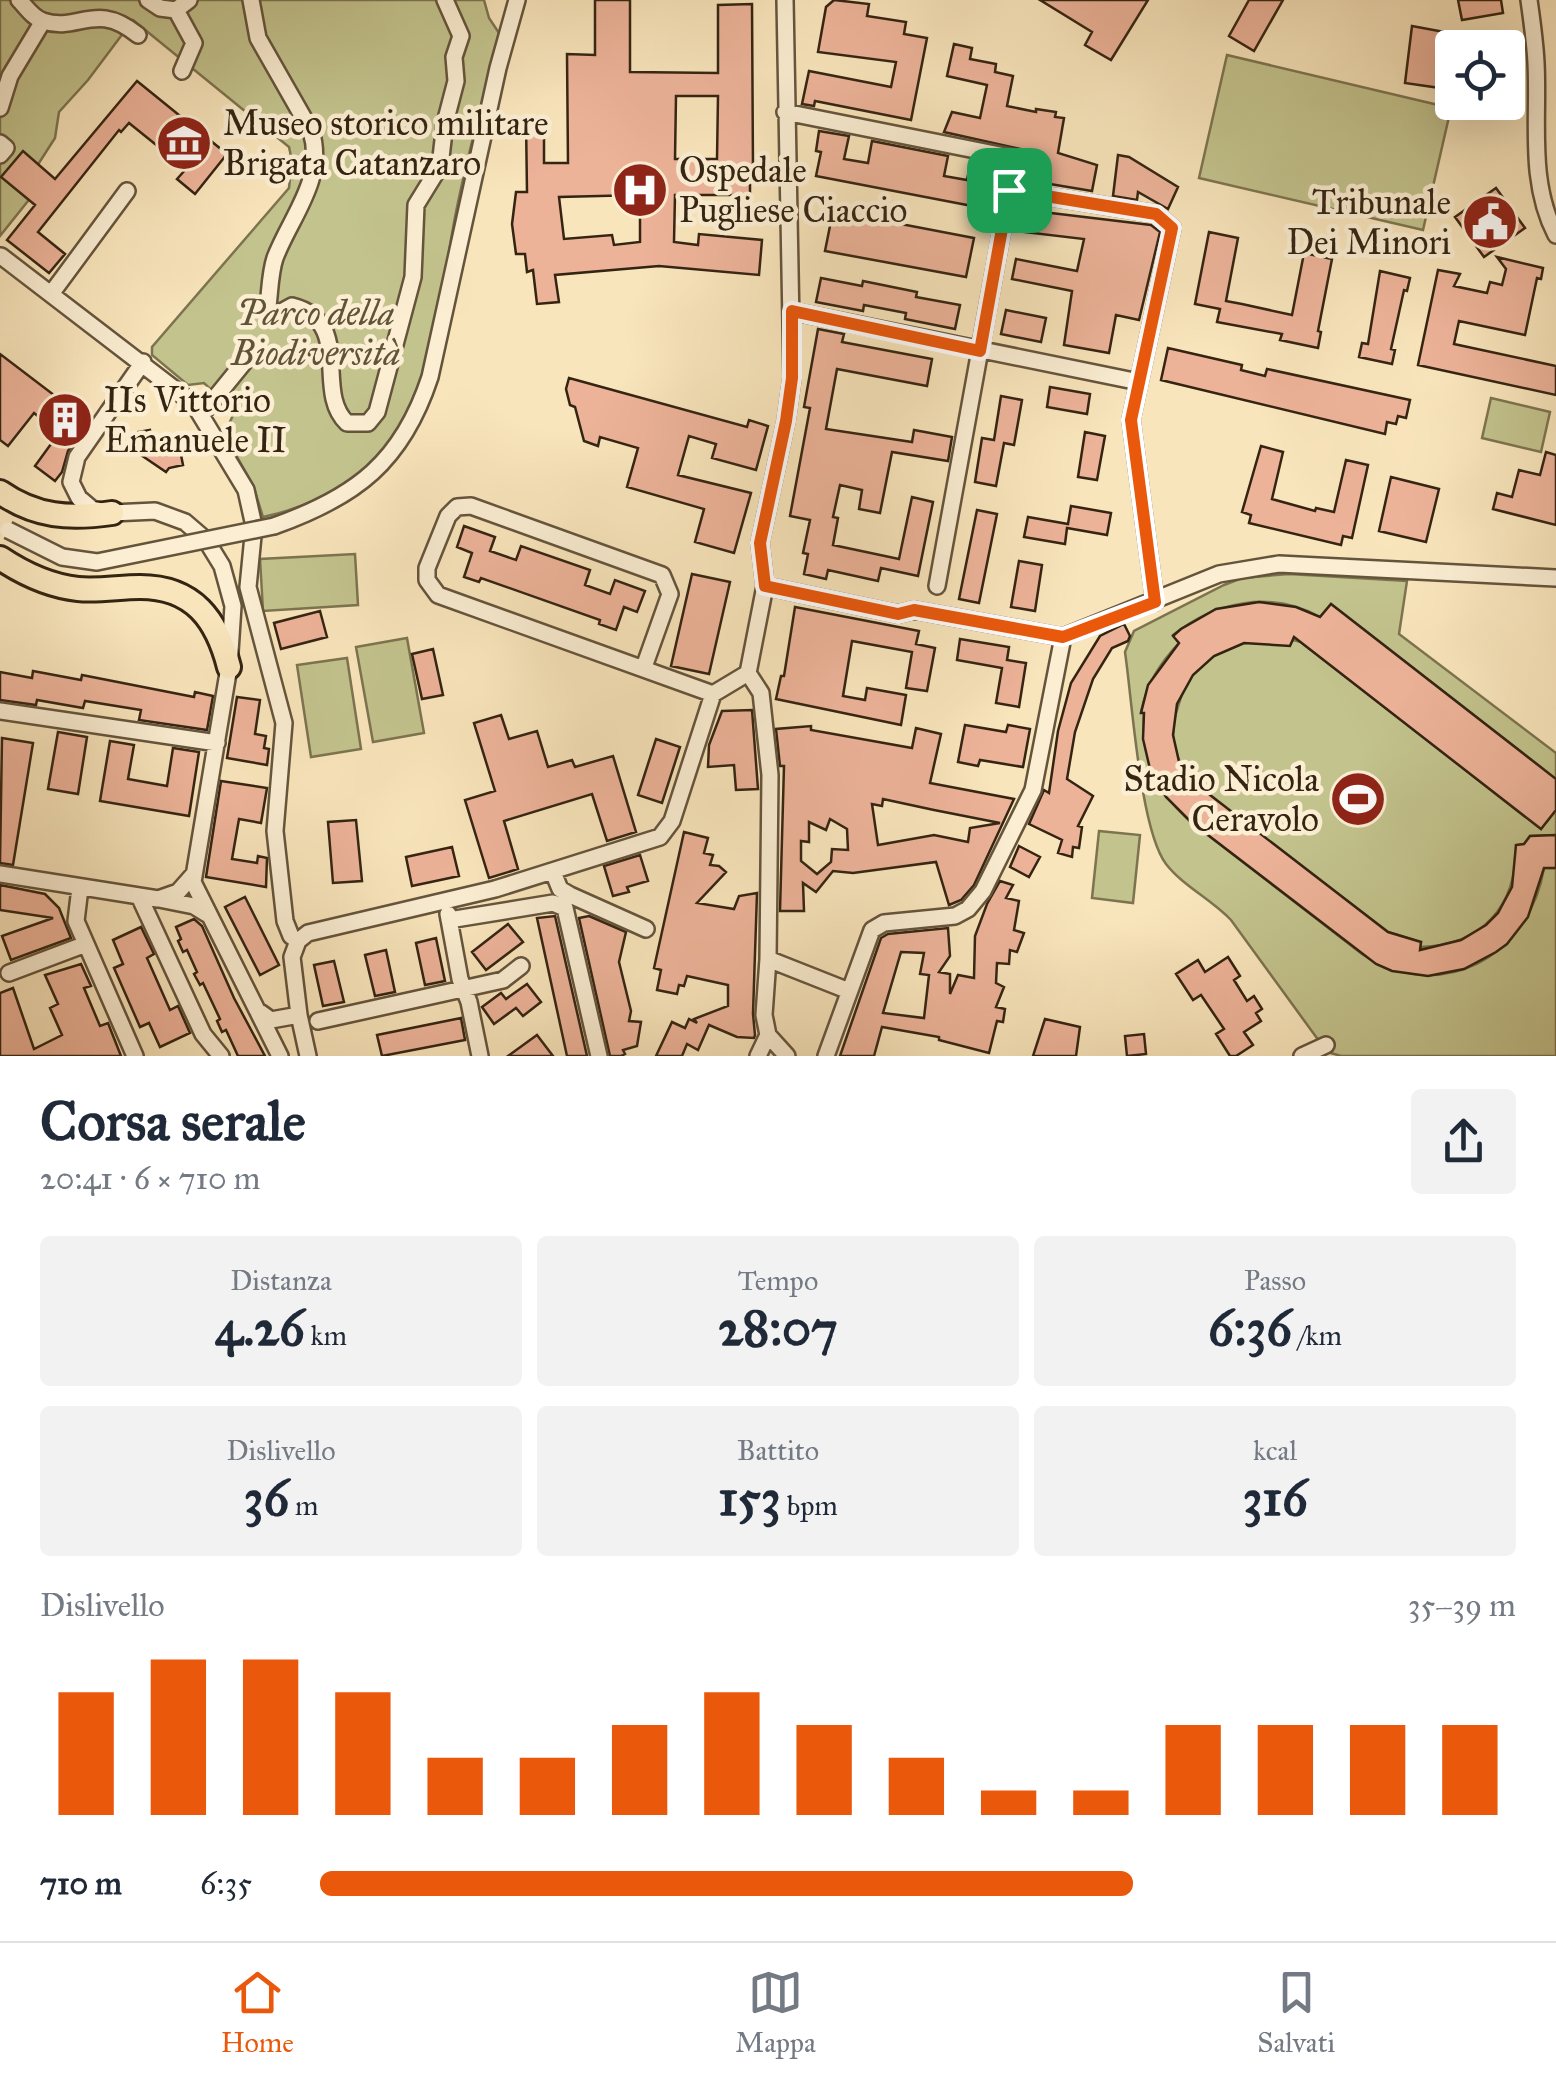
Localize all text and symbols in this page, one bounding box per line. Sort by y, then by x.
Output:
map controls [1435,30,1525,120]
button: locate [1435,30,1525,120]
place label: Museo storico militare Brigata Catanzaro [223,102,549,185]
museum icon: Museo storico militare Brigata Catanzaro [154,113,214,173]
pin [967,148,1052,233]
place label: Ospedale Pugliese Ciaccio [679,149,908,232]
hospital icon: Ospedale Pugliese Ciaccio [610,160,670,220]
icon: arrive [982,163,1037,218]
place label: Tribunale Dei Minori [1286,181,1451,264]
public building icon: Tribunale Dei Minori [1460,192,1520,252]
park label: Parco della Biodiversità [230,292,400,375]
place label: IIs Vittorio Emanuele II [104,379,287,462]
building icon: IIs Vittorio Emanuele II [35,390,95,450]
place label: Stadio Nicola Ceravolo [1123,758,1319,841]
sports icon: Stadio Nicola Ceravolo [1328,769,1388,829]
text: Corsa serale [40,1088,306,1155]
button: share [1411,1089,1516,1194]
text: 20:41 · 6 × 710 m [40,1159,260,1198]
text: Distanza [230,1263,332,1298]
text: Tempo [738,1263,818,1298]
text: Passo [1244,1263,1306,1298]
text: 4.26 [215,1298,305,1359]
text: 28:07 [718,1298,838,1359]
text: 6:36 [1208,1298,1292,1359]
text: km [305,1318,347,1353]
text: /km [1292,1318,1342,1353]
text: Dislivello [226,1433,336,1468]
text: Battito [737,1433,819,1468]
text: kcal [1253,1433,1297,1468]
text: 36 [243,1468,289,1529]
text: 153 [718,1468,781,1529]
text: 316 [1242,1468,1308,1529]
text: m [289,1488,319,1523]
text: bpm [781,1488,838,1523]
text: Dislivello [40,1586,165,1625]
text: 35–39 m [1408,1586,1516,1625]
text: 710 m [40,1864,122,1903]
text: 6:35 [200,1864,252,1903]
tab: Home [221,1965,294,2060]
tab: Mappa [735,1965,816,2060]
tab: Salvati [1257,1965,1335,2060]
********
Each line above with the string "icon" should be reported in full.

museum icon: Museo storico militare Brigata Catanzaro [154,113,214,173]
hospital icon: Ospedale Pugliese Ciaccio [610,160,670,220]
icon: arrive [982,163,1037,218]
public building icon: Tribunale Dei Minori [1460,192,1520,252]
building icon: IIs Vittorio Emanuele II [35,390,95,450]
sports icon: Stadio Nicola Ceravolo [1328,769,1388,829]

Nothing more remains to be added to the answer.